Karen villagers in Myanmar displaced by recent attacks. Photo: Free Burma Rangers

New Legislation Introduced in U.S. Senate to Establish a Senate Human Rights Commission


The Lantos Foundation for Human Rights and Justice and 21Wilberforce applaud the introduction of the Senate Resolution Establishing the Senate Human Rights Commission (S.Res.80) – fully institutionalizing the current Senate Human Rights Caucus and equipping it with the resources to support paid staff. At a time when it is critical to strengthen U.S. leadership on human rights, the Commission would provide a powerful platform for elevating efforts to protect and advance fundamental human rights globally.

The world faces myriad human rights challenges today – from the persecution of ethnic and religious minorities in Burma and China, to the suppression of free speech in Russia, to the rise of authoritarianism in countries around the globe. The U.S. Congress has always played an important role in addressing these challenges and providing global leadership on the most pressing human rights issues of the day, including lending its powerful voice on behalf of the oppressed. Such efforts, however, require a robust framework and dedicated resources.

In 2008, the U.S. House of Representatives adopted a resolution to institutionalize the Congressional Human Rights Caucus, founded by Congressman Tom Lantos and Congressman John Porter in 1983, as a full entity in the House – the Tom Lantos Human Rights Commission. Senators Chris Coons (D-Del.), Thom Tillis (R-N.C.), Dick Durbin (D-Ill.), Susan Collins (R-Maine), Chris Van Hollen (D-Md.), and James Lankford (R-Okla.), who introduced the resolution, clearly recognize that it is time for the Senate to follow suit. The existing Senate Human Rights Caucus has provided a valuable forum for dialogue about human rights issues, but its lack of dedicated funding for staff members has long limited its capacity to fully respond to a growing and increasingly urgent set of human rights priorities. By creating a Senate Human Rights Commission with paid staff, the Senate will have the means and resources to strengthen the bipartisan human rights efforts of its Committees and offices through briefings, enhanced collaboration with the Tom Lantos Human Rights Commission, and leadership on initiatives such as the Defending Freedoms Project to protect prisoners of conscience. The Commission will also bolster opportunities for collaboration between government and civil society on important international human rights priorities.

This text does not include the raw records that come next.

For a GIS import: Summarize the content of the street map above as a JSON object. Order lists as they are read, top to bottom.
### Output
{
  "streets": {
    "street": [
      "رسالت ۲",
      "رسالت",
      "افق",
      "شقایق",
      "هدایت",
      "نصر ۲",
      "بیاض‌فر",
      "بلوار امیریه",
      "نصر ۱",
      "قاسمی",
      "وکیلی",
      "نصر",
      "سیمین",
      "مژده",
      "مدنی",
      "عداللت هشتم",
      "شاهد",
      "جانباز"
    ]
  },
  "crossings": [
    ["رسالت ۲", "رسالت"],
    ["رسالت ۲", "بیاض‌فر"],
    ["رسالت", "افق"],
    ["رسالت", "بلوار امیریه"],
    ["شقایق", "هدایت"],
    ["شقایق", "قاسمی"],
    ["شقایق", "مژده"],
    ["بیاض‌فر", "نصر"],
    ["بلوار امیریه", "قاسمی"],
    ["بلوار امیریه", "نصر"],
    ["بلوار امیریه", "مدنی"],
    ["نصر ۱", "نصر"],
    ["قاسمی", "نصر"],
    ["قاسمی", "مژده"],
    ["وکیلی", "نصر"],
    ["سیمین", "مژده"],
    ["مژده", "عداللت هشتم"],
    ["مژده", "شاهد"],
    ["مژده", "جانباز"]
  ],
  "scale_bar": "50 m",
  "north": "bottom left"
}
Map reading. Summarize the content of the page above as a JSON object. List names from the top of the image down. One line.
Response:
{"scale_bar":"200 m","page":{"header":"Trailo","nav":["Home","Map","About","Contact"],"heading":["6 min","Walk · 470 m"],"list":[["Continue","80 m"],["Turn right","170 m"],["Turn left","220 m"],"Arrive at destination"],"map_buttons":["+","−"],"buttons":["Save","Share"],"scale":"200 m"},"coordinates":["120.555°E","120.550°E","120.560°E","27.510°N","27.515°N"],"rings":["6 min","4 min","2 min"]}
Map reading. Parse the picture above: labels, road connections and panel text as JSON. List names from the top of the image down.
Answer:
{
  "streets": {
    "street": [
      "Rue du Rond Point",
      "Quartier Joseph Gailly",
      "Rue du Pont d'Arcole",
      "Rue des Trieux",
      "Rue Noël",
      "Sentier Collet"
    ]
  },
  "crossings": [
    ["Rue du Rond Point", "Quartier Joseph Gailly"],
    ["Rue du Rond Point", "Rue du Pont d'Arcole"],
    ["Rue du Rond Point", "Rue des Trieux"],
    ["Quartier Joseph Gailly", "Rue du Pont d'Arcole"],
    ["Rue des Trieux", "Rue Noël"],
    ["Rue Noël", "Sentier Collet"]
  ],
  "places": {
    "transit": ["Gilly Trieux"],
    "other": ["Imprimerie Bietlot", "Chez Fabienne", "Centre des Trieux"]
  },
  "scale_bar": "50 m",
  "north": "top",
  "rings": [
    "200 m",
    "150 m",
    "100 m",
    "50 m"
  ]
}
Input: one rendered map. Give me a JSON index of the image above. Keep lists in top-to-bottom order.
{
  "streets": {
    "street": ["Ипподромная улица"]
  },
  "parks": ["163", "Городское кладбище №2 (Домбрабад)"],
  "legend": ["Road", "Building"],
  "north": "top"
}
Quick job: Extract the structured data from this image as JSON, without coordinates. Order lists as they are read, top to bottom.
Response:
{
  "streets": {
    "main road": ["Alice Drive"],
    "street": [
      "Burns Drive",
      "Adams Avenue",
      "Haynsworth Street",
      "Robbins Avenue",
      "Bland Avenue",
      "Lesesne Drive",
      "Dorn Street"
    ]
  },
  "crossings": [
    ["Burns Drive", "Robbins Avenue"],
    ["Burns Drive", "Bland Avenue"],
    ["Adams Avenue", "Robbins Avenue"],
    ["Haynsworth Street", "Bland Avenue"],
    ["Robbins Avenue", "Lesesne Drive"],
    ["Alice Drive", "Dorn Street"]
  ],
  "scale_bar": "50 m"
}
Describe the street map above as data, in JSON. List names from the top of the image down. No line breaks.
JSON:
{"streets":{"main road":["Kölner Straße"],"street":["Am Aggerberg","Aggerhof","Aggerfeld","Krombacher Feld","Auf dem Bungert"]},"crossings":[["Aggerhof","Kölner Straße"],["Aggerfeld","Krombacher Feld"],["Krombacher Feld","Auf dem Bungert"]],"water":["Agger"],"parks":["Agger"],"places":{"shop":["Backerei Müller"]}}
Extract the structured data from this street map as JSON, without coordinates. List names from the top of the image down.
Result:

Dr. Randel Everett, President of 21Wilberforce, said, “The need for Congressional leadership to preserve and protect fundamental human rights around the world through U.S. foreign policy has never been more critical. A Senate Human Rights Commission would increase the volume and effectiveness of bipartisan work focused on human rights abuses across the world.”

Dr. Katrina Lantos Swett, President of the Lantos Foundation, said, “Global leadership on human rights requires more than words; it requires action and real engagement. My father understood that when he created the Congressional Human Rights Caucus, and I know he would be incredibly proud to see human rights elevated to the level of a Commission in both chambers. The resolution to create a Senate Human Rights Commission signals the Congress’ willingness to dedicate real resources to advancing the bipartisan cause of human rights and fighting against human rights abuses worldwide.”